Da esquerda à direita: Francisca, Feliciana e Inory na assembleia do povo Kanamari (Arquivo pessoal)
“Por isso eu fico emocionada, que eu honrei com a minha palavra. Eu prometi, mesmo sem experiência, que eu não ia abandonar meu povo e eu ia fazer uma assembleia dentro da Aldeia Massapê, e eu cumpri com a minha palavra. Foi uma assembleia muito intensa“, lembrou.
Inory Kanamari também lembra das dificuldades que enfrentaram ao “furar a bolha” e ocuparem um espaço no qual homens ainda relutam em aceitarem mulheres.
“Não só enfrentamos perseguições, como seguimos sendo perseguidas, porque nós somos exceção. E toda vez que você é uma exceção, você é um prego que se destaca, leva martelada, toda vez que você é exceção no espaço, você vai sofrer perseguição. E, assim, a sociedade indígena não vê ainda, no Vale do Javari, com bons olhos, mulheres nesses espaços. E isso é ruim, mas é algo que a gente vai superar, porque nós chegamos até aqui e iremos alcançar cada vez mais espaços“, comemora.
Como nova gestão da Akavaja, Feliciana e Inory têm vários planos para o futuro. Todos eles consideram a diversidade das setes etnias que formam o Vale do Javari.

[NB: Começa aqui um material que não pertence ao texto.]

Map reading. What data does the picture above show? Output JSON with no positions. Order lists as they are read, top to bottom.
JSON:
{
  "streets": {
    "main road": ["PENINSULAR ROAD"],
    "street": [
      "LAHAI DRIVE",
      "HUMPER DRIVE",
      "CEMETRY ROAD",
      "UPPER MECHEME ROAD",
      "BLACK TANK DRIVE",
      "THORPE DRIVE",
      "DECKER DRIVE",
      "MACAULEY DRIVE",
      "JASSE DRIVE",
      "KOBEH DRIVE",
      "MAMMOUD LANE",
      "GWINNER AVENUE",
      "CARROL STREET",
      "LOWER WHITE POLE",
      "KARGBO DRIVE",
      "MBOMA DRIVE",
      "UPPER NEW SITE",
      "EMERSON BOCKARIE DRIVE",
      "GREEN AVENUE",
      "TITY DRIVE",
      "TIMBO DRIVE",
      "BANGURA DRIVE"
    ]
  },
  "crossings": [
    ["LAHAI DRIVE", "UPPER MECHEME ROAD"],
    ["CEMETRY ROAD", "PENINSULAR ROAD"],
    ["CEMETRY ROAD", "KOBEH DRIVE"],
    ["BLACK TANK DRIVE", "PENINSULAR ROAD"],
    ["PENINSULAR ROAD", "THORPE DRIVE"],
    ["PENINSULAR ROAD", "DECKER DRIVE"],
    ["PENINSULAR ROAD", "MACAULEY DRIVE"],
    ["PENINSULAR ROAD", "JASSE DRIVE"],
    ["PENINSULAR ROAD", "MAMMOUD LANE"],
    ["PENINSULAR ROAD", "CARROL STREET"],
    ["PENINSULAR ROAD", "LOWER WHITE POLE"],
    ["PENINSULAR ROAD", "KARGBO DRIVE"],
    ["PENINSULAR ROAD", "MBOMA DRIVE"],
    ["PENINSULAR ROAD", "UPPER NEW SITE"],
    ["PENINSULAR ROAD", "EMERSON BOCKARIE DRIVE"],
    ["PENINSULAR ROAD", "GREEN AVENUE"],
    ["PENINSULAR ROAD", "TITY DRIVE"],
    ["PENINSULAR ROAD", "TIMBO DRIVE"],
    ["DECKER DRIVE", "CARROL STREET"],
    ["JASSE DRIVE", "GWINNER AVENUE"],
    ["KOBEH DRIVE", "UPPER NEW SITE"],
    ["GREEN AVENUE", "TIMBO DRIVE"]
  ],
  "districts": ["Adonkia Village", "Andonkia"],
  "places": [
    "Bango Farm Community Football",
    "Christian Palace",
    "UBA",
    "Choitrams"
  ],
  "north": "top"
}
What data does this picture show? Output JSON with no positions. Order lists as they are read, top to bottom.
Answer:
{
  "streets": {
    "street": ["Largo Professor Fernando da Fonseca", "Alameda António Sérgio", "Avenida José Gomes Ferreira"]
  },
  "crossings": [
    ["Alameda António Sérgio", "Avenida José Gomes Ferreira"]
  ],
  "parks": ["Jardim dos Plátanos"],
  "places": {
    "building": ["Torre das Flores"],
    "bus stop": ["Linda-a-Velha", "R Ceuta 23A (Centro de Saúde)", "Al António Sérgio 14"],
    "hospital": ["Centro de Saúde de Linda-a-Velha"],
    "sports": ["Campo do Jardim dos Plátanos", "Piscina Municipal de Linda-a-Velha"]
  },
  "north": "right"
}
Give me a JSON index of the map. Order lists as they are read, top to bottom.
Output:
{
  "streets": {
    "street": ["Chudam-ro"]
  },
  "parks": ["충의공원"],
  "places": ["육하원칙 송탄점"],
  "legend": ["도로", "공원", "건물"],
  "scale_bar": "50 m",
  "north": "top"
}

O território é a segunda maior terra indígena do País e está localizada na região onde o jornalista britânico Dom Phillips e o indigenista Bruno Pereira foram assassinados, em 2022.
“A ideia é dar segmento ao que já está no Plano da Akavaja, que é realizar atividade dentro das aldeias. Uma das atividades que vai ser realizada no mês 8, ou mês 7, que vai ser a atualização do nosso Projeto Político-Pedagógico aqui do Vale do Javari, do povo Kanamari. Terá também o encontro de liderança na Aldeia Jarinal, onde tem o povo de recém-contato, que é Tchomã Diapa“, acrescentou.
Indígenas na assembleia da Kavaja (Reprodução/Arquivo pessoal)
A valorização da participação de mulheres indígenas também está no planejamento. “No Médio Javari, que é outra região, na aldeia São Luís, a gente vai realizar também intercâmbio de mulheres, trocas de ideias, porque aqui nós somos sete etnias diferentes, cada uma com os seus costumes, as suas línguas, as crenças diferentes, e nós respeitamos um ao outro. É por isso que a Akavaja tem esse plano e sonho de realizar encontro de mulheres na aldeia“, concluiu.